__Records to use__
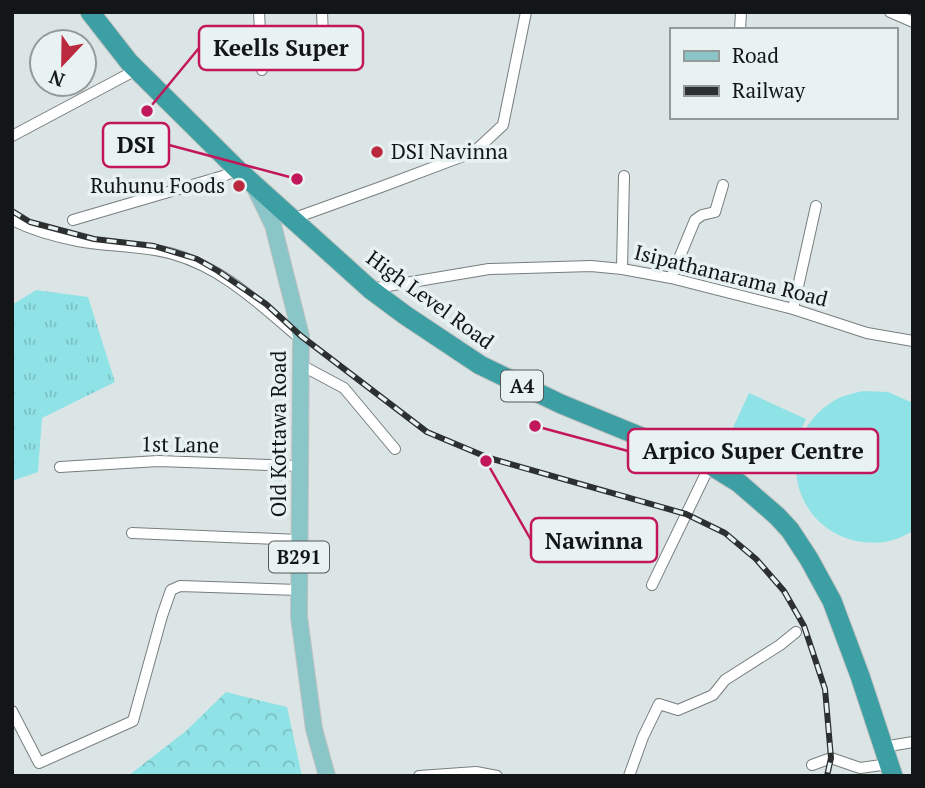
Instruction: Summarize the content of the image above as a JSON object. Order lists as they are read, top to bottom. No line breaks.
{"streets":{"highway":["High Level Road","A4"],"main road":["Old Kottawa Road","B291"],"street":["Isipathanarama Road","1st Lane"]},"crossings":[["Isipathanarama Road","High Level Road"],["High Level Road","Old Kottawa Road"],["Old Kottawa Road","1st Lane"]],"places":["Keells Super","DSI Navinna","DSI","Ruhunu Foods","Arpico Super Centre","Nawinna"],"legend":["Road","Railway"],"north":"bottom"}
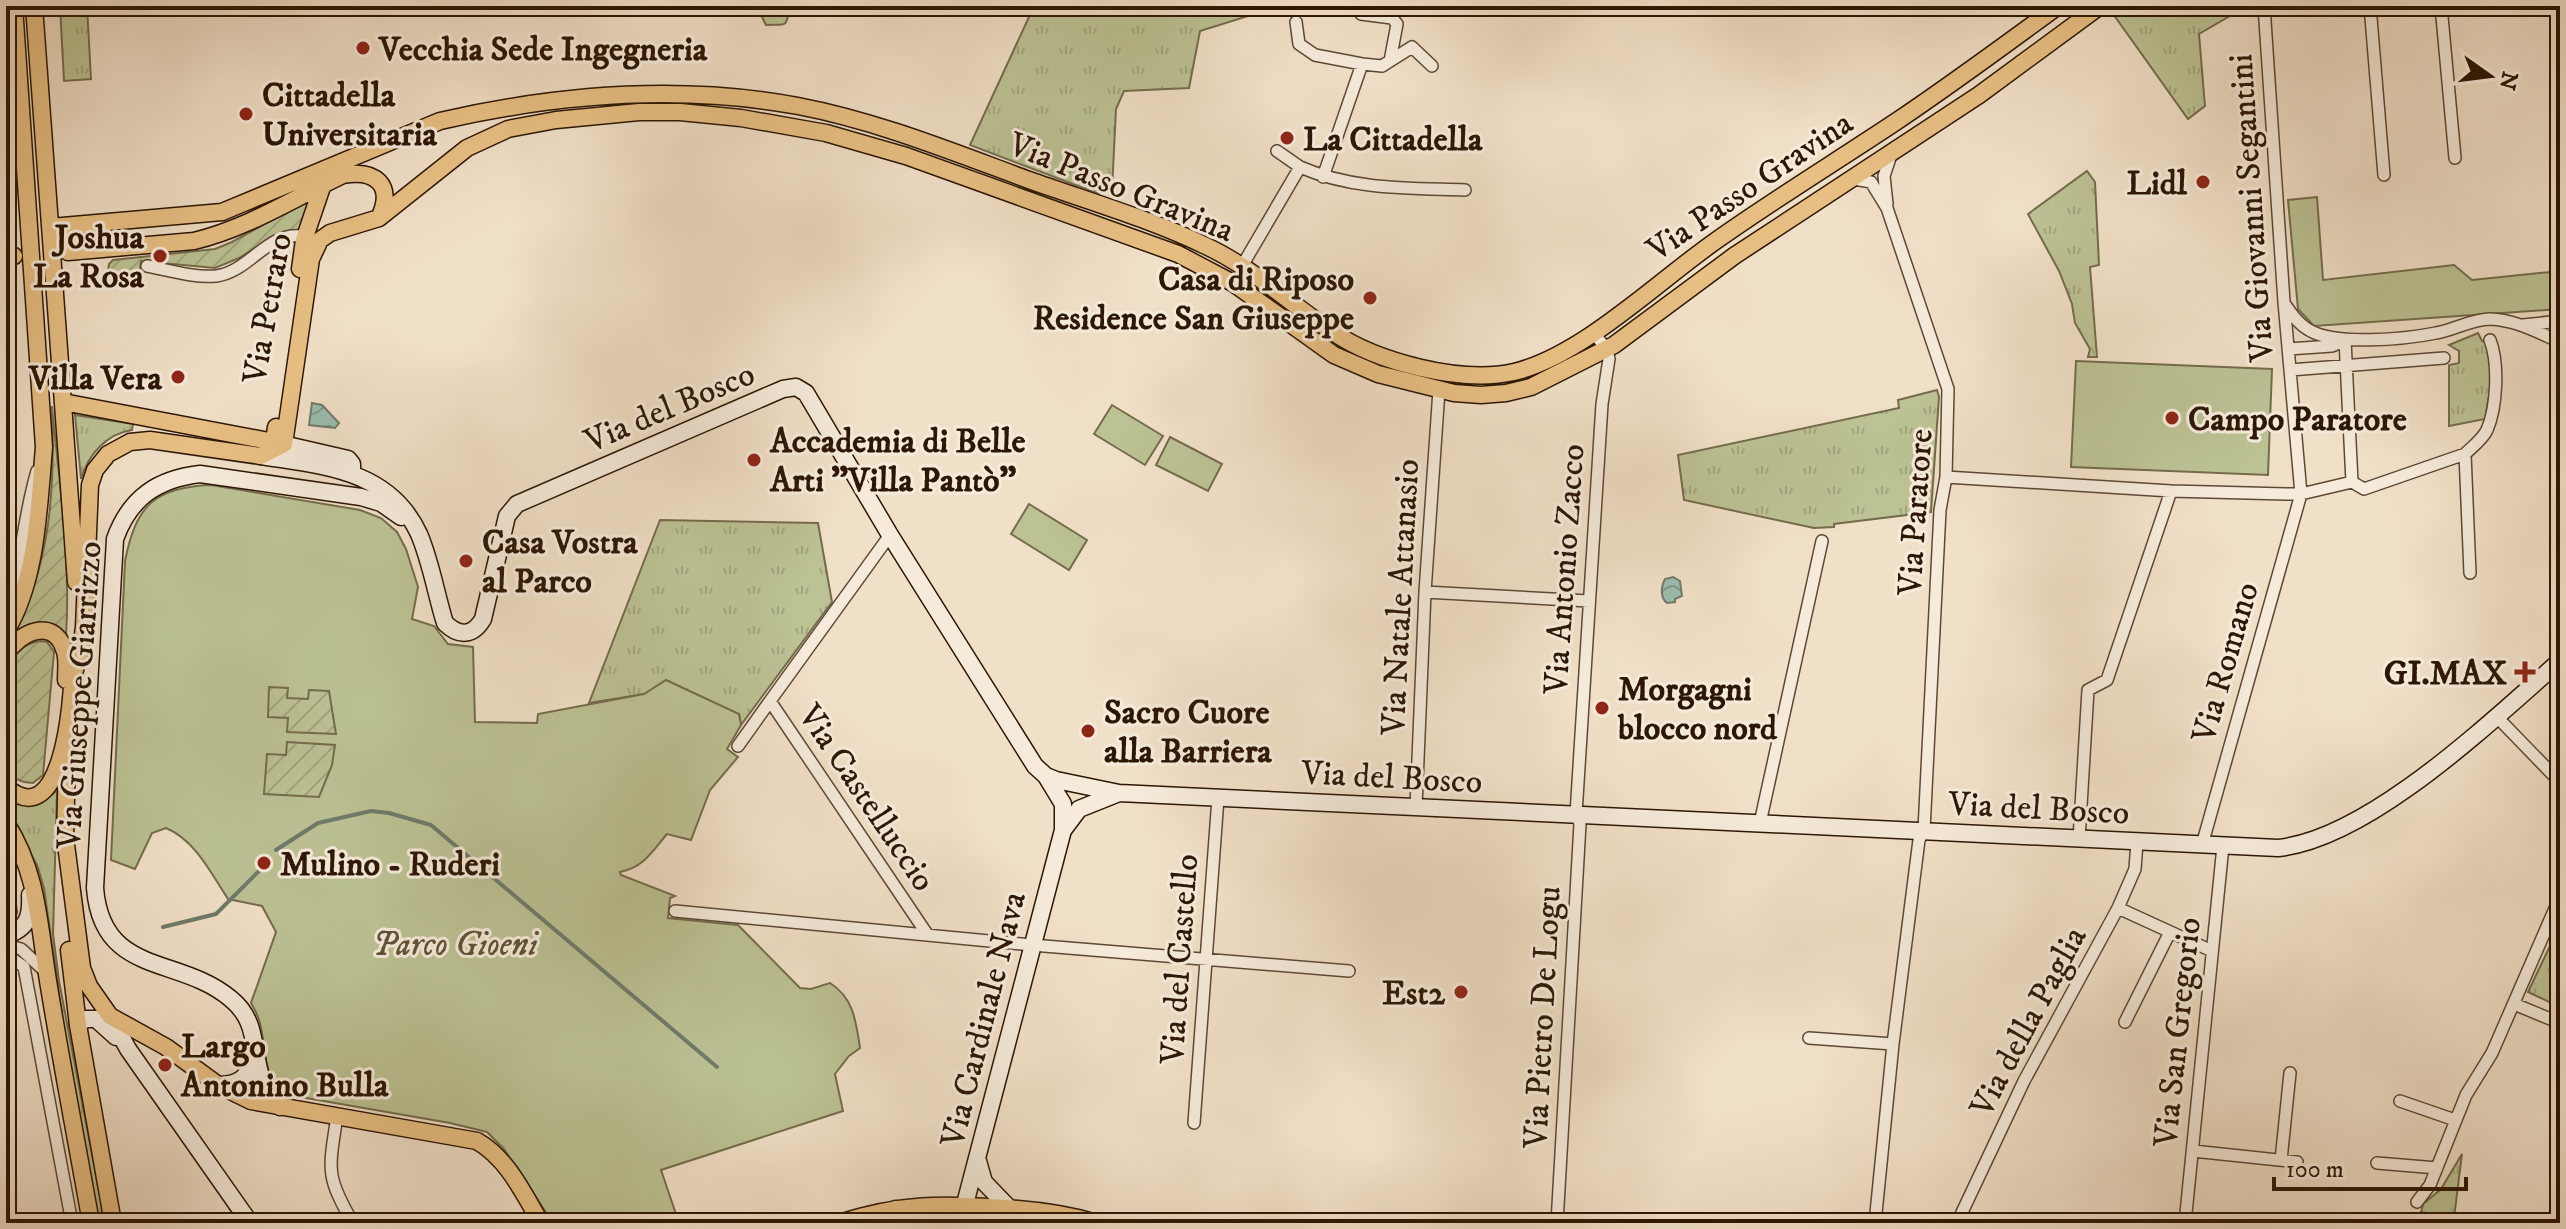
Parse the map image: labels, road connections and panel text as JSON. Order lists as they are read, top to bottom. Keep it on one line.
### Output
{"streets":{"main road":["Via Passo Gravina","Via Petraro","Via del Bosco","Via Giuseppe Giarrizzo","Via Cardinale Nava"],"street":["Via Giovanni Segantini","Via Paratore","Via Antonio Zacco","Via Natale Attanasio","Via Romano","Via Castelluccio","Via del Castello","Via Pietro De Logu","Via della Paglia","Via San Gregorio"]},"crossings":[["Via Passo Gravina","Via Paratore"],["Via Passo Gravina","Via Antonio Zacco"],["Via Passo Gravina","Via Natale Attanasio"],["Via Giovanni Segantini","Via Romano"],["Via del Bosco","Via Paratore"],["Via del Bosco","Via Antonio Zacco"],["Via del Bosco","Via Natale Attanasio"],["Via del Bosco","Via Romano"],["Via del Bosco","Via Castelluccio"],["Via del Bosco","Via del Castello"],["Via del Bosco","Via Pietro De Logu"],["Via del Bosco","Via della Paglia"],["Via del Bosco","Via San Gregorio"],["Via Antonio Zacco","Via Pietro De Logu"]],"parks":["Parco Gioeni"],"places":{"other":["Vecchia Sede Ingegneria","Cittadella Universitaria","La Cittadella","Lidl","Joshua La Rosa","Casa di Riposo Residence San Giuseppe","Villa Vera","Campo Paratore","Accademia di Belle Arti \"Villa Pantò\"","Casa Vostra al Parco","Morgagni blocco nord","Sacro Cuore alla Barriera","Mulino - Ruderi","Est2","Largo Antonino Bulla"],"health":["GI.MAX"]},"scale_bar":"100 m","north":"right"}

__About this task__
A verbatim copy of every entry is wanted; the pictures stay out of it.

__Response__
Instruction: Summarize the content of the image above as a JSON object. Order lists as they are read, top to bottom. No line breaks.
{"streets":{"highway":["High Level Road","A4"],"main road":["Old Kottawa Road","B291"],"street":["Isipathanarama Road","1st Lane"]},"crossings":[["Isipathanarama Road","High Level Road"],["High Level Road","Old Kottawa Road"],["Old Kottawa Road","1st Lane"]],"places":["Keells Super","DSI Navinna","DSI","Ruhunu Foods","Arpico Super Centre","Nawinna"],"legend":["Road","Railway"],"north":"bottom"}
Parse the map image: labels, road connections and panel text as JSON. Order lists as they are read, top to bottom. Keep it on one line.
### Output
{"streets":{"main road":["Via Passo Gravina","Via Petraro","Via del Bosco","Via Giuseppe Giarrizzo","Via Cardinale Nava"],"street":["Via Giovanni Segantini","Via Paratore","Via Antonio Zacco","Via Natale Attanasio","Via Romano","Via Castelluccio","Via del Castello","Via Pietro De Logu","Via della Paglia","Via San Gregorio"]},"crossings":[["Via Passo Gravina","Via Paratore"],["Via Passo Gravina","Via Antonio Zacco"],["Via Passo Gravina","Via Natale Attanasio"],["Via Giovanni Segantini","Via Romano"],["Via del Bosco","Via Paratore"],["Via del Bosco","Via Antonio Zacco"],["Via del Bosco","Via Natale Attanasio"],["Via del Bosco","Via Romano"],["Via del Bosco","Via Castelluccio"],["Via del Bosco","Via del Castello"],["Via del Bosco","Via Pietro De Logu"],["Via del Bosco","Via della Paglia"],["Via del Bosco","Via San Gregorio"],["Via Antonio Zacco","Via Pietro De Logu"]],"parks":["Parco Gioeni"],"places":{"other":["Vecchia Sede Ingegneria","Cittadella Universitaria","La Cittadella","Lidl","Joshua La Rosa","Casa di Riposo Residence San Giuseppe","Villa Vera","Campo Paratore","Accademia di Belle Arti \"Villa Pantò\"","Casa Vostra al Parco","Morgagni blocco nord","Sacro Cuore alla Barriera","Mulino - Ruderi","Est2","Largo Antonino Bulla"],"health":["GI.MAX"]},"scale_bar":"100 m","north":"right"}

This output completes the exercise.